The easiest way is to come directly from Ocracoke Island, just to the north. Rudy Austin, one of two Park Service concessionaires, skippers his 30-foot workboat, the Westwind, through a 25-minute ride across the shallows of Ocracoke Inlet, dropping off passengers at a dock built by the Park Service just outside the town. He picks you up at an appointed time later in the day. A second concessionaire from Ocracoke also ferries vehicles, but four-wheel drive is a necessity.
Some travel to the island to camp a few nights, to fish in the surf or to collect shells, taking their pick from the lightning whelks and other magnificent specimens lining the beaches after high tide.
Arrivals are forewarned to bring their own food, water and bug repellent, unless they wish to live like a marooned mariner, stung and starving.
"It can be horrible," Heupel says of the mosquitoes. "I've seen some people run through that village at incredible rates of speed."
But if you're lucky, a northeast wind will be blowing without bringing rain, clearing out the bugs even as it also tends to back up the tides to leave ankle-deep water in some of the yards and sandy lanes.
From the town, it's about 1.2 miles to the nearest beach, and on the way the blue water tower of Ocracoke village comes into view.
Quiet, but popular
Ocracoke has itself been touted for years as a quiet getaway, but mostly by travel writers whose points of reference are either the overrun Nags Head or boutique islands such as Nantucket and Martha's Vineyard.
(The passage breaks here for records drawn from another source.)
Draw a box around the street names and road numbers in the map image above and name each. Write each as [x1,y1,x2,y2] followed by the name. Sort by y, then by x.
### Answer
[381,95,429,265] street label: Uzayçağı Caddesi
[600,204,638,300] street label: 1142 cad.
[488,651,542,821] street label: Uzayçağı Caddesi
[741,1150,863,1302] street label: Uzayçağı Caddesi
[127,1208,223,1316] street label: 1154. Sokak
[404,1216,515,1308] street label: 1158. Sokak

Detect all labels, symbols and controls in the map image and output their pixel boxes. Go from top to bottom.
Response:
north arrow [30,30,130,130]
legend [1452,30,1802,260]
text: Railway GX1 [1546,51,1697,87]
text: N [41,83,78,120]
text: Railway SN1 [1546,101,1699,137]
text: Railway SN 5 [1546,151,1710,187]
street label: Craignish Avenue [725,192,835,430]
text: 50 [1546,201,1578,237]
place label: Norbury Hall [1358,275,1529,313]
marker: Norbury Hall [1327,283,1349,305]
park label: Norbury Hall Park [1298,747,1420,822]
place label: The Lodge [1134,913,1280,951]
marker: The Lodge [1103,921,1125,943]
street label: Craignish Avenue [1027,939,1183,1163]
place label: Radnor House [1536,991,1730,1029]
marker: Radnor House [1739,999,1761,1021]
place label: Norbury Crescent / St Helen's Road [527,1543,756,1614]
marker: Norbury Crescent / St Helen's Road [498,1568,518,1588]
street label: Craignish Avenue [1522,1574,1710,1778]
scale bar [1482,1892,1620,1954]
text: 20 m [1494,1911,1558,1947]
But for all its deserted beaches and leather-faced fishermen, Ocracoke's village fairly boils over with people on warm weekends and throughout the summer, and one can be suddenly overwhelmed by the claustrophobic sensation that this place, too, has been spoiled for the ages.
To dispel the feeling, one need only board a boat for Portsmouth. A mere 25 minutes away, tranquillity is still in command.